■ PROMPT: Give back exactly the lines from the one that includes "Find all labels, markers" to the last line below, both included, and no further lines.

[Collected data]
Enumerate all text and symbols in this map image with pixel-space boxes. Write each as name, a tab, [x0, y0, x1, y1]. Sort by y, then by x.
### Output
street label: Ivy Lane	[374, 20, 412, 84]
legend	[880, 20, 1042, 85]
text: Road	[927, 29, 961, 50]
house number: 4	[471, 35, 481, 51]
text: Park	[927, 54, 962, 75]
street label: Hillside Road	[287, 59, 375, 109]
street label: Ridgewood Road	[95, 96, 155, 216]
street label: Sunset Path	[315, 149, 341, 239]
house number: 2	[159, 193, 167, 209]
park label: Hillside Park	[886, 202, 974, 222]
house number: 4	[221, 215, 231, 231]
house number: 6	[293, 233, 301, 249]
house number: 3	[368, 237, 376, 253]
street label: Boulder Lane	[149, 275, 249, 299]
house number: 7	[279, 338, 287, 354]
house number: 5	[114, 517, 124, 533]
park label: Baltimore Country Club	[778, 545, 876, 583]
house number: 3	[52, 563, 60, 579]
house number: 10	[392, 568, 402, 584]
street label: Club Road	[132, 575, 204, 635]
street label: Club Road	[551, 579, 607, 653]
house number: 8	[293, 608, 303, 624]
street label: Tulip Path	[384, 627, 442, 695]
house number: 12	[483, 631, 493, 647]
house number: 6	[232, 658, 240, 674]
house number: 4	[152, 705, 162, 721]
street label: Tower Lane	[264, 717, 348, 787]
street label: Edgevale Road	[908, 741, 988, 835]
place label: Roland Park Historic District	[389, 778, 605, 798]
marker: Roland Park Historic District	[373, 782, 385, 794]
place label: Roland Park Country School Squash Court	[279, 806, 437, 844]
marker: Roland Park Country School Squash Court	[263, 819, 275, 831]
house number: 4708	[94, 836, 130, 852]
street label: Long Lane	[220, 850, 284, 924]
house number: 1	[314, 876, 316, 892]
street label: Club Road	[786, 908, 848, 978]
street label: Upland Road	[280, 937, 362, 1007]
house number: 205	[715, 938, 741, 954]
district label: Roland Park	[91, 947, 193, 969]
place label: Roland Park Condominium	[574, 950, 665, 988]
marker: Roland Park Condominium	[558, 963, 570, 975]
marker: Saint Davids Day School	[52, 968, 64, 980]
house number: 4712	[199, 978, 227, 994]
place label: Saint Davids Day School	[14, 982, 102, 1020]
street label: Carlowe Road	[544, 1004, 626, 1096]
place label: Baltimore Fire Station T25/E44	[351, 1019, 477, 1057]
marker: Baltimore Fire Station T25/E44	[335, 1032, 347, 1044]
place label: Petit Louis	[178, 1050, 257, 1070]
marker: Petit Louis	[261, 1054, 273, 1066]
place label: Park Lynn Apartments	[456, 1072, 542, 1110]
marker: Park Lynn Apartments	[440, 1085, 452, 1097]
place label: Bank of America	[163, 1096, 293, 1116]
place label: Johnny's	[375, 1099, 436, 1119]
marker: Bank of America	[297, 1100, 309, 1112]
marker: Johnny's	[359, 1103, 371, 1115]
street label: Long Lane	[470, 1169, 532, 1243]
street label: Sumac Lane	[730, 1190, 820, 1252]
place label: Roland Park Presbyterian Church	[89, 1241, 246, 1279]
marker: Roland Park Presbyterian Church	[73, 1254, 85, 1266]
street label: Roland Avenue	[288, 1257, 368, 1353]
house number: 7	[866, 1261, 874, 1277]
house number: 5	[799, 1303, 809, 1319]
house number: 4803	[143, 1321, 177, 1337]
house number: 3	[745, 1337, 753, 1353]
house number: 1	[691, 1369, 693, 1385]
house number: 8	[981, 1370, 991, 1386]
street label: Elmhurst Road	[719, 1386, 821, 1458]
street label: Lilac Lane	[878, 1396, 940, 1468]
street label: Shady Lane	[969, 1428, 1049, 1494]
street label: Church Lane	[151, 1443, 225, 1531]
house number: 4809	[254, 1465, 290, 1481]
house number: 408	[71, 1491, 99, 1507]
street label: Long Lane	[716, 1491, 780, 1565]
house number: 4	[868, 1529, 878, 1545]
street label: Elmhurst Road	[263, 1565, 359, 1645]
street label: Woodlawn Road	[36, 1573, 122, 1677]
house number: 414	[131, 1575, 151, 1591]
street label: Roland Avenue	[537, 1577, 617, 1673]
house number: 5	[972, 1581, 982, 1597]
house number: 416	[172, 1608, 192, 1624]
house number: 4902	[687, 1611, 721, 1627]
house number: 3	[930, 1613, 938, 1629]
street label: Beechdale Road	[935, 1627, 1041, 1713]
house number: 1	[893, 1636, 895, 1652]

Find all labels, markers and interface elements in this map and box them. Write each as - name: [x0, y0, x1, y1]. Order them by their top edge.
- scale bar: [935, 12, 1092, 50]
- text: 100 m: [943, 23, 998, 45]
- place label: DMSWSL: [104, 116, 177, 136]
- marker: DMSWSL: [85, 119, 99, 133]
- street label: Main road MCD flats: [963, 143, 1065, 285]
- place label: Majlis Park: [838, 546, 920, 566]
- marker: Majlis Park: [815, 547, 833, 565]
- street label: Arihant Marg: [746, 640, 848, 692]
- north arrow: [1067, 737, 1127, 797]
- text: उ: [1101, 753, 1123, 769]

■ RESPONSE TO THE EXERCISE:
Find all labels, markers and interface elements in this map and box them. Write each as - name: [x0, y0, x1, y1]. Order them by their top edge.
- scale bar: [935, 12, 1092, 50]
- text: 100 m: [943, 23, 998, 45]
- place label: DMSWSL: [104, 116, 177, 136]
- marker: DMSWSL: [85, 119, 99, 133]
- street label: Main road MCD flats: [963, 143, 1065, 285]
- place label: Majlis Park: [838, 546, 920, 566]
- marker: Majlis Park: [815, 547, 833, 565]
- street label: Arihant Marg: [746, 640, 848, 692]
- north arrow: [1067, 737, 1127, 797]
- text: उ: [1101, 753, 1123, 769]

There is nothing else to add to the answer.